Разворачиваюсь и ухожу. И последнее, что я слышу — это ее вопли о том, что она соглашалась на омерзительные вещи, к которым я принуждал ее, только из любви ко мне («Любви!» — визжит она).
А дело вовсе не в этом, доктор! Дело совсем в другом! Эта хитрая шлюха хотела привить мне чувство вины, сломать меня — и заполучить таким образом мужа. Потому что ей уже двадцать девять, и она хочет замуж — но это ведь не причина для того, чтобы я связал себя узами брака.
— Мне в сентябре тридцать лет исполняется, сукин ты сын!
Правильно, Мартышка, правильно! Что лишний раз подтверждает: именно ты, а не я, несешь ответственность за свои ожидания, надежды и мечты! Понятно? Ты!
— Я расскажу о тебе всему миру, хрен ты бессердечный! Я расскажу всем, какой ты грязный извращенец! Я расскажу им, чем ты заставлял меня заниматься!
Пизда! Ей-Богу, я счастлив, что вышел из этого живым. Если я вышел!
emp
Однако вернемся к моим родителям. Похоже, моя холостая жизнь и этим людям не приносит ничего, кроме горя. То, что недавно мэр Нью-Йорка назначил меня заместителем председателя городской комиссии по обеспечению населения равными возможностями — не значит для моих родителей ровным счетом ничего. Изменение моего статуса — категория вне их понимания. Хотя, конечно, это не совсем так: стоит моему имени появиться на страницах «Нью-Йорк Тайме», как мама с папой засыпают газетными вырезками всех наших родственников. Половина отцовской пенсии уходит на оплату почтовых отправлений, а маму, похоже, придется кормить внутривенно, поскольку рот ее занят круглые сутки болтовней по телефону — она названивает всем, чтобы похвалиться Алексом. В общем, все, в принципе, идет по-прежнему: они не нарадуются на сыночка-гения, они счастливы, что у меня такая карьера, что имя мое появляется в газетах, что я работаю с нашим замечательным новым мэром, что я поборник Правды и Справедливости и непримиримый враг бандитов, изуверов и крыс (ибо целью моей комиссии является, как это зафиксировано в изданном Городским Советом законодательном акте, — «обеспечение равенства, предотвращение дискриминации и укрепление взаимопонимания и взаимоуважения»)… но, как вы уже догадались, кое в чем я опять не совсем идеален.
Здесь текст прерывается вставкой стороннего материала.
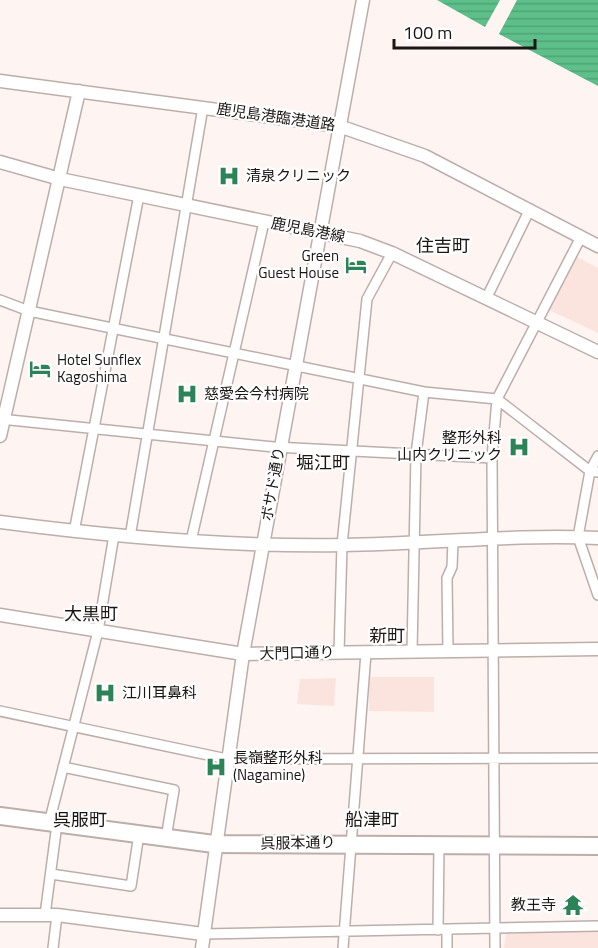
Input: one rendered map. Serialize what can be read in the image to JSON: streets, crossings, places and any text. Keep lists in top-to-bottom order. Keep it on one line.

Можете ли вы себе представить что-либо подобное?! Сколько они жертв принесли ради меня, и сколько они сделали для меня, и как они гордятся мною; они — лучшие агенты по моей рекламе; о таких только может мечтать любой сын (это они так говорят), и вот на тебе — я опять не хочу быть идеалом. Вы когда-нибудь слышали что-либо подобное? Я просто не хочу быть идеалом. Что за капризный ребенок?!
Они приехали в гости:
— Где ты откопал такой ковер? — спрашивает отец, морща нос. — У старьевщика купил, или кто-то подарил его тебе?
— Мне нравится этот ковер.
— О чем ты говоришь? — возмущается отец. — Он же совершенно вытертый.
Спокойно.
— Он не новый, но и не вытертый. Договорились? И хватит об этом.
— Алекс, — вступает мама. — Но он же весь вытертый.
— Поскользнешься на нем, вывихнешь колено, — говорит отец, — вот тогда у тебя будут настоящие неприятности.
— А с твоим коленом, — вторит мама многозначительно, — это чревато большими неприятностями.
Они уже готовы свернуть ковер и выкинуть его из окна. А потом забрать меня домой!
— Это замечательный ковер. И с коленом у меня все в порядке.
— Оно было совсем не в порядке, — тут же напоминает мне мама, — когда ты был в гипсе по самое бедро, дорогой. Как он волочил эту гипсовую повязку! Больно было смотреть!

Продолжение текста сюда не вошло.